Restate word for word the lines beginning with the one that contains "Give me a JSON" and ending at the bottom of the records below, both included.

• [Saved entries]
----

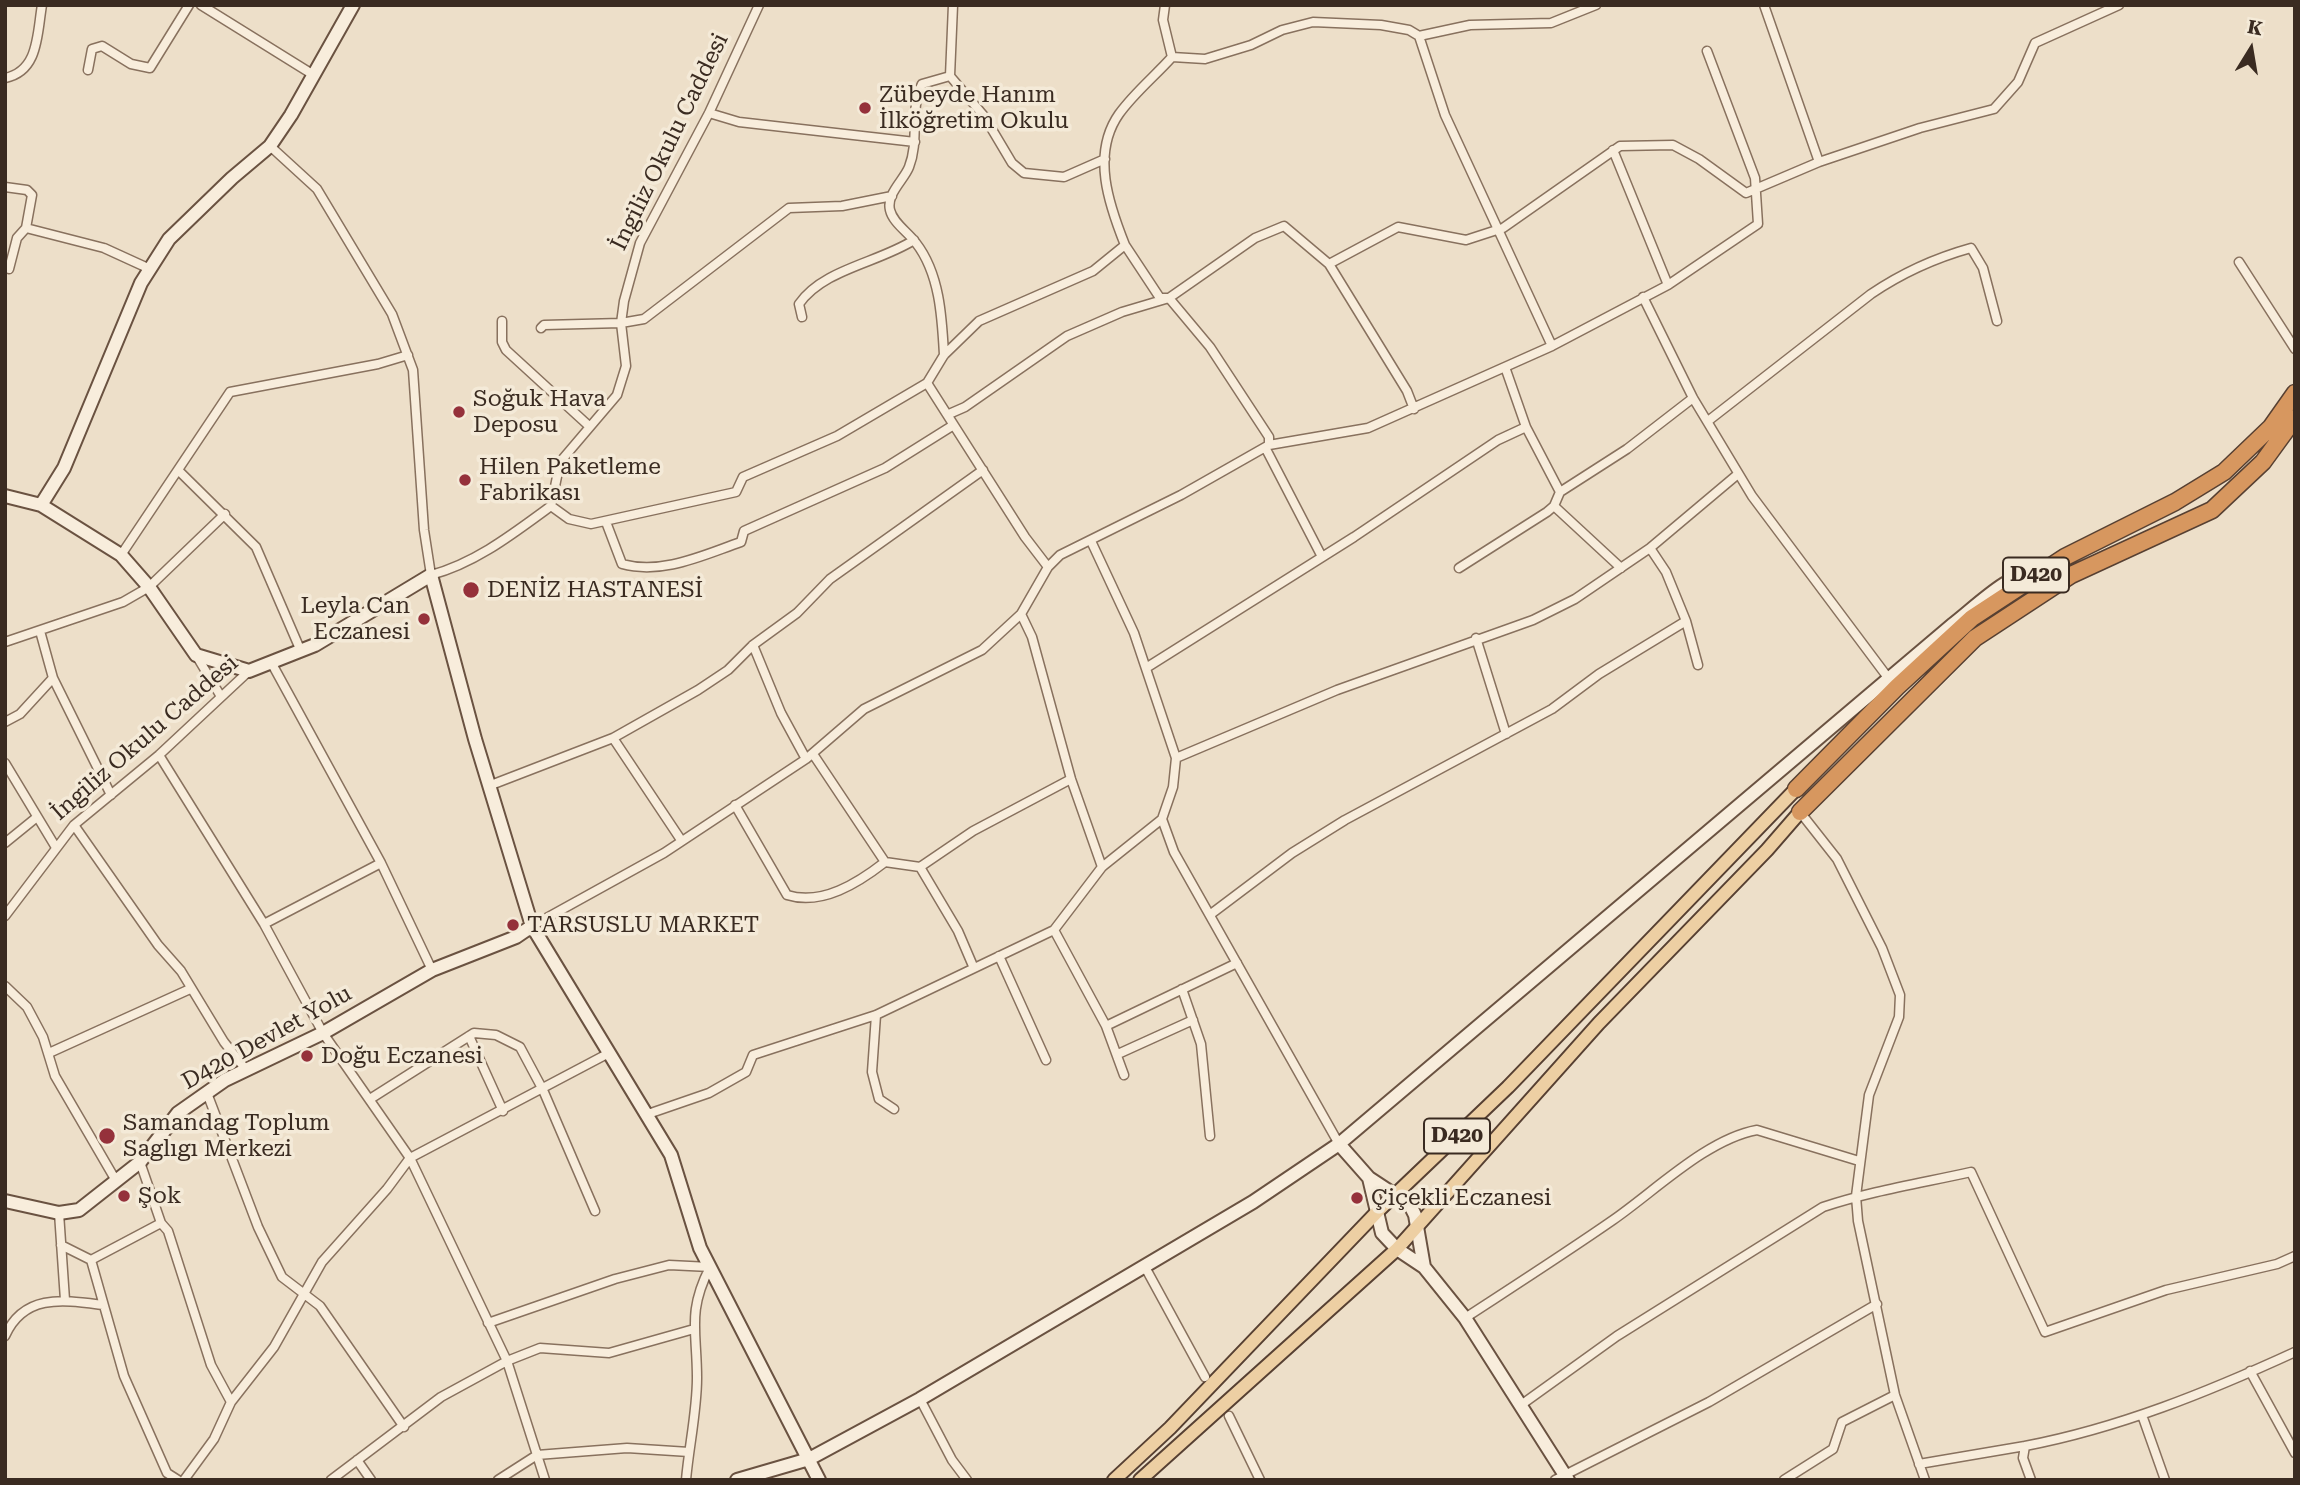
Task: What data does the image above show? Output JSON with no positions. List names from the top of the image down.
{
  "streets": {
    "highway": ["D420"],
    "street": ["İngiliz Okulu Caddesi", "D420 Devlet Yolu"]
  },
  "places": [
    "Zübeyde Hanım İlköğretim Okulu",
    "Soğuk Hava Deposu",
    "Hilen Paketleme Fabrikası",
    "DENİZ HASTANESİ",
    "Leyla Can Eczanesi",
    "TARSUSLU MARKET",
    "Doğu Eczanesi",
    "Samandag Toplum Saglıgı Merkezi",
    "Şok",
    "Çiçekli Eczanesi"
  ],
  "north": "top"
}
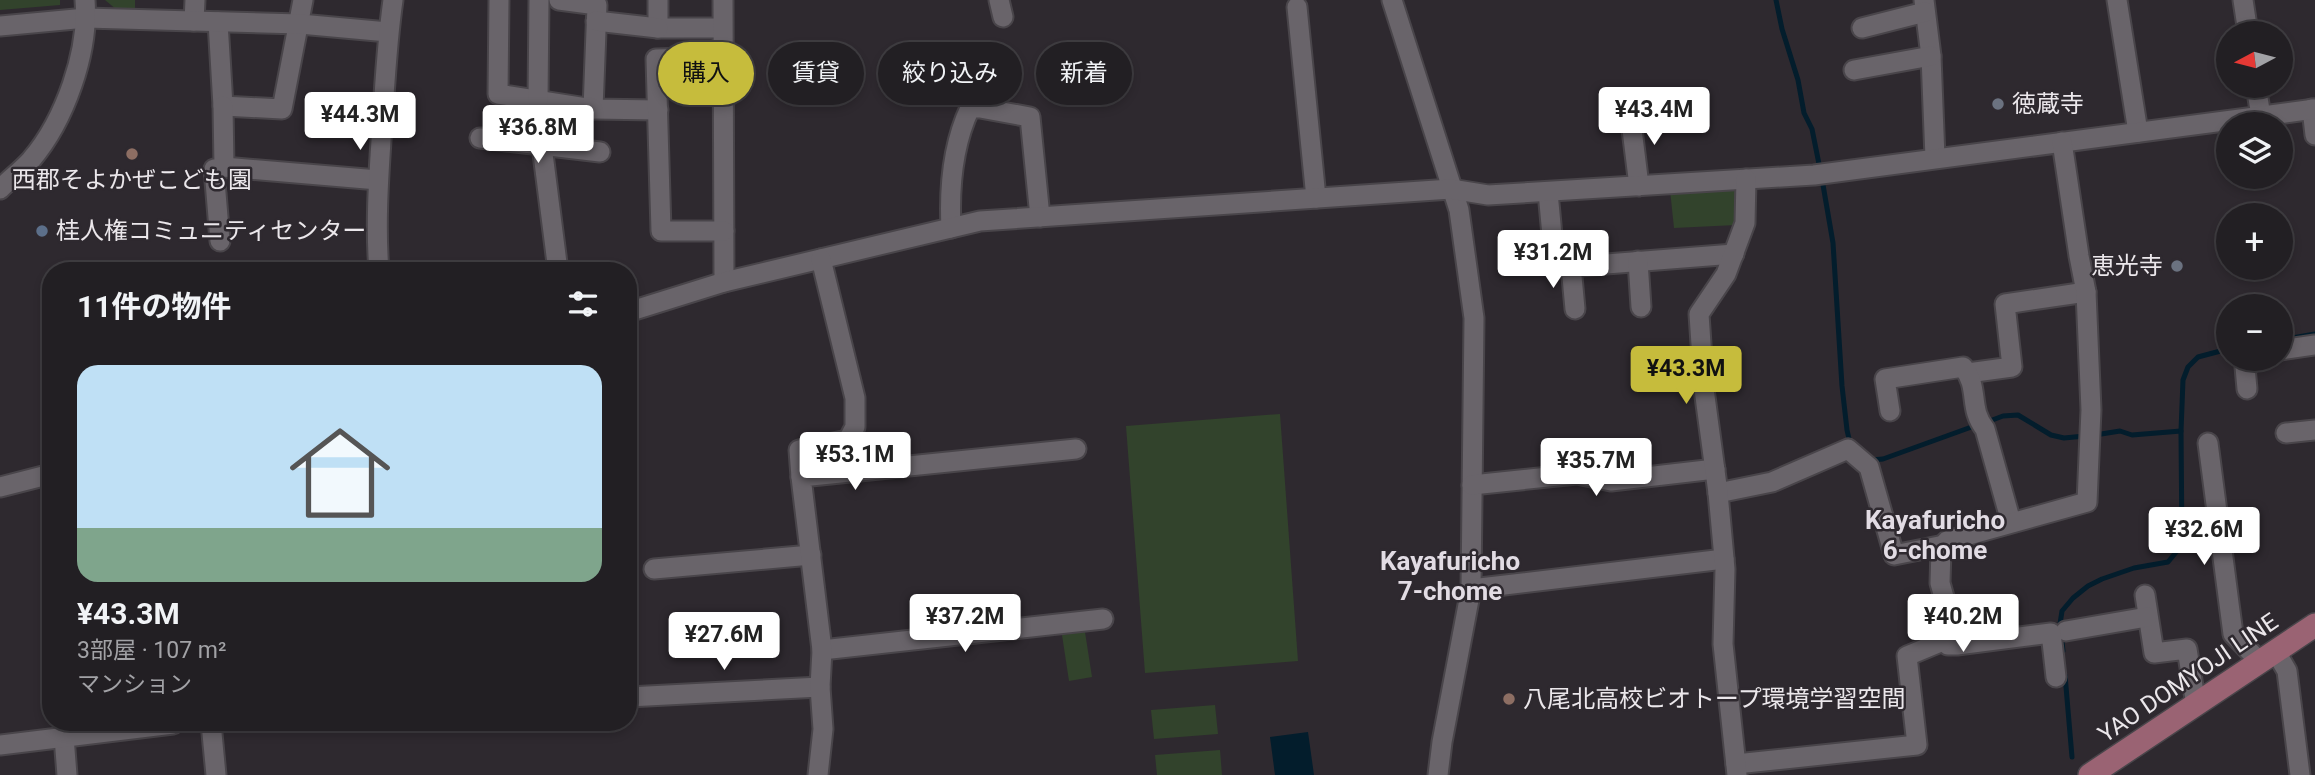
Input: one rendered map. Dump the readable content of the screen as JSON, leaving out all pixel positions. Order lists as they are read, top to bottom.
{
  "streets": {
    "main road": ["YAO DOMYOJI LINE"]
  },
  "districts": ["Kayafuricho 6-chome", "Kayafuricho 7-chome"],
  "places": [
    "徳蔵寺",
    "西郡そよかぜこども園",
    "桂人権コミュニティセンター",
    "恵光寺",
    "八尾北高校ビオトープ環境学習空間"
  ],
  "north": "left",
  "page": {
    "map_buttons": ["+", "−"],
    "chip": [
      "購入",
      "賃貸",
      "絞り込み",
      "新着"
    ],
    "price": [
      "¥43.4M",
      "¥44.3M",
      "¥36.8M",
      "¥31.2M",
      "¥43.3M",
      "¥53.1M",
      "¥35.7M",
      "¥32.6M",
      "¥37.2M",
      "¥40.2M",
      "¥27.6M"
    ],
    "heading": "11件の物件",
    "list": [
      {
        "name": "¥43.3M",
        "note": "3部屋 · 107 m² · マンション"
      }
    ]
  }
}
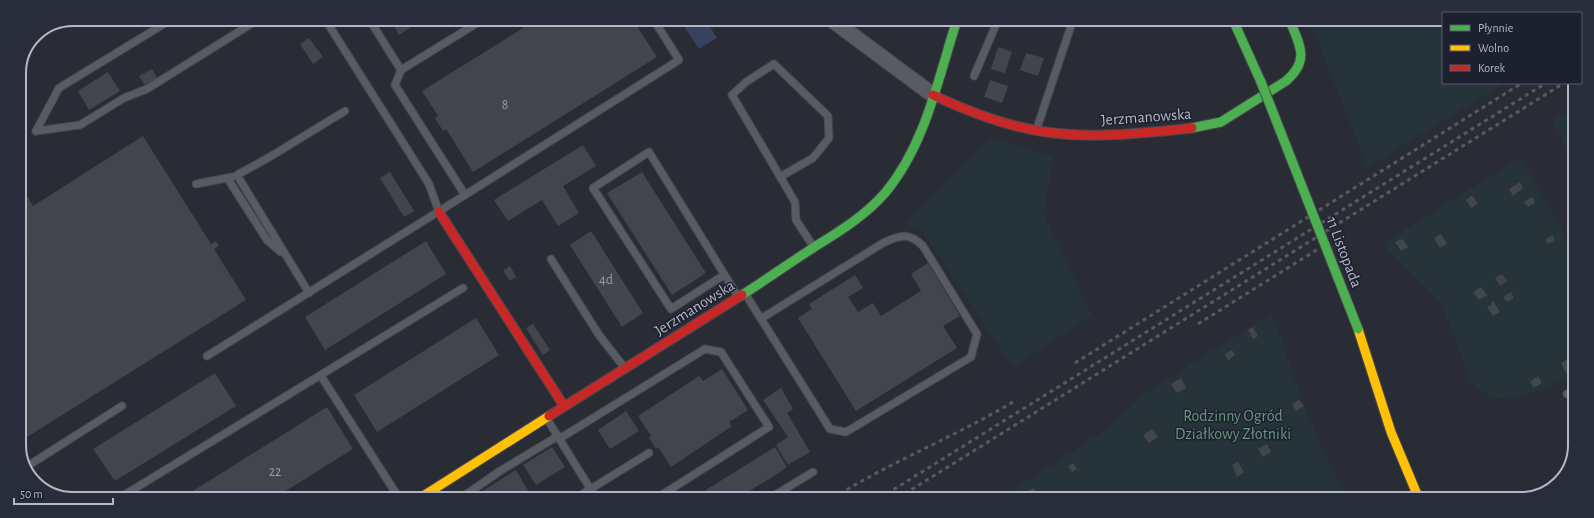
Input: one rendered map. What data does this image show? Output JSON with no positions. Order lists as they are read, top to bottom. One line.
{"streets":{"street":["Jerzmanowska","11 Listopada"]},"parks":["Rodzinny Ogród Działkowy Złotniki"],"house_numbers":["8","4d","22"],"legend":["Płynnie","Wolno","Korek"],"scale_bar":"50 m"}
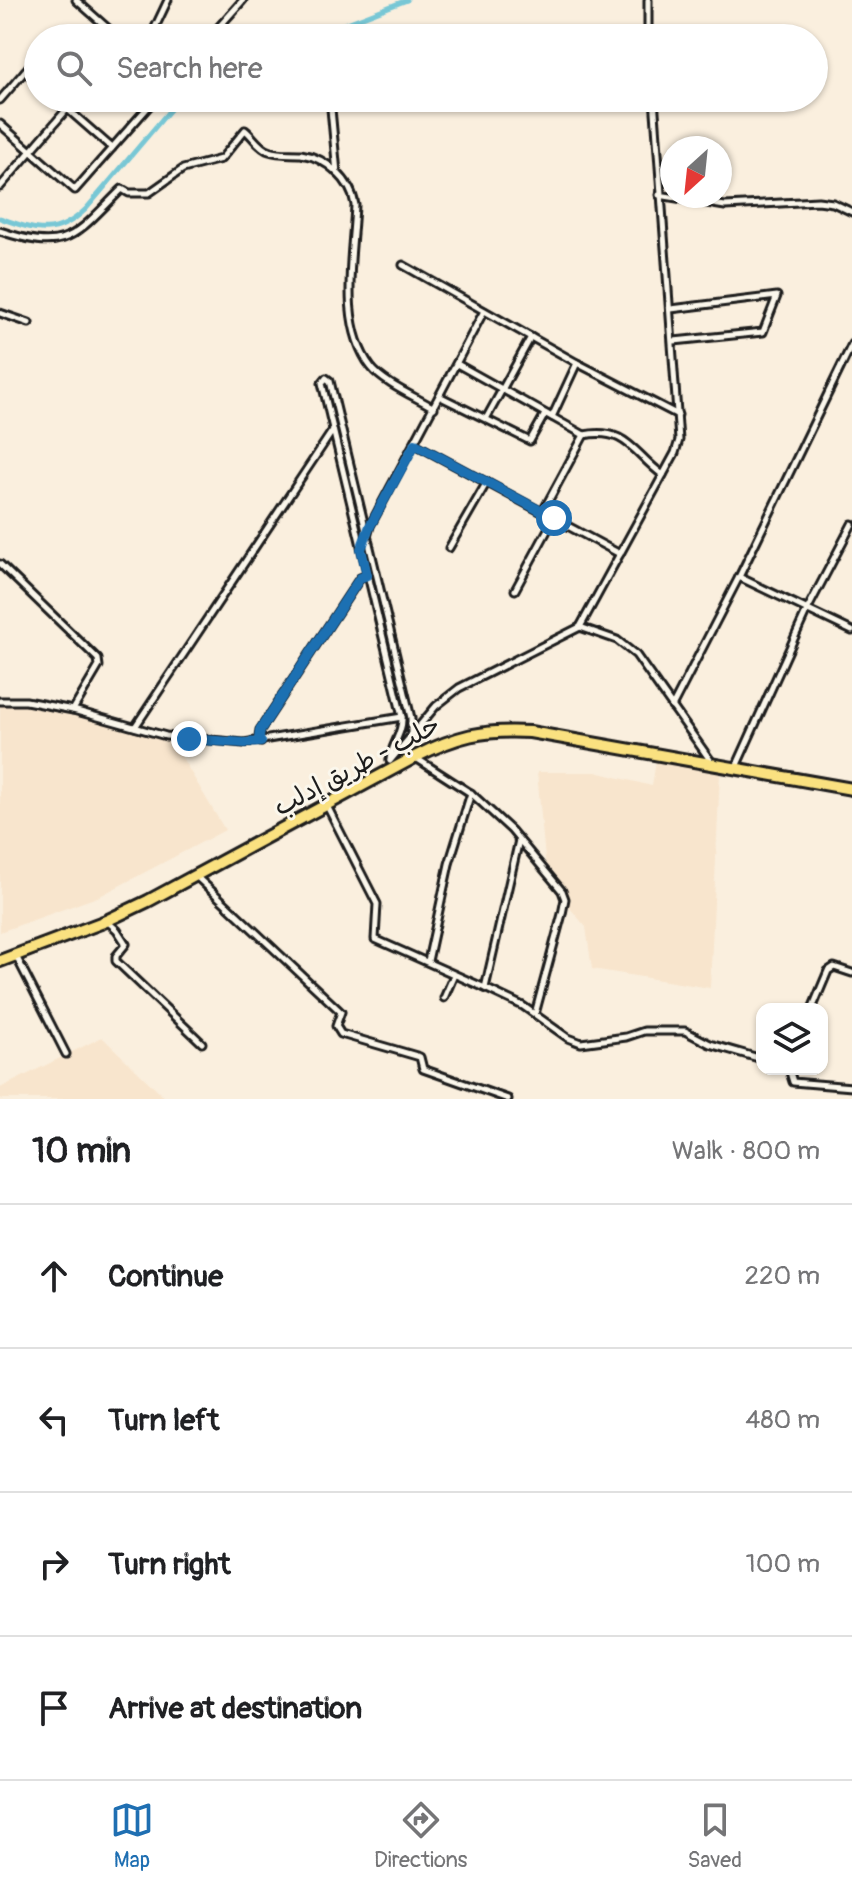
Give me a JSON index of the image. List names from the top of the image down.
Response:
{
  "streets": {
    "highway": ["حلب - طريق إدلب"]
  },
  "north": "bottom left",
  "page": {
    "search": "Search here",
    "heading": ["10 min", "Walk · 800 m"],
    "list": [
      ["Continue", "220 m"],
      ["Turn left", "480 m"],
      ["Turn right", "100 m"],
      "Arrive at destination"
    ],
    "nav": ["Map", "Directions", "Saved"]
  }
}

----

• [Answer for this exercise]
Give me a JSON index of the image. List names from the top of the image down.
Response:
{
  "streets": {
    "highway": ["حلب - طريق إدلب"]
  },
  "north": "bottom left",
  "page": {
    "search": "Search here",
    "heading": ["10 min", "Walk · 800 m"],
    "list": [
      ["Continue", "220 m"],
      ["Turn left", "480 m"],
      ["Turn right", "100 m"],
      "Arrive at destination"
    ],
    "nav": ["Map", "Directions", "Saved"]
  }
}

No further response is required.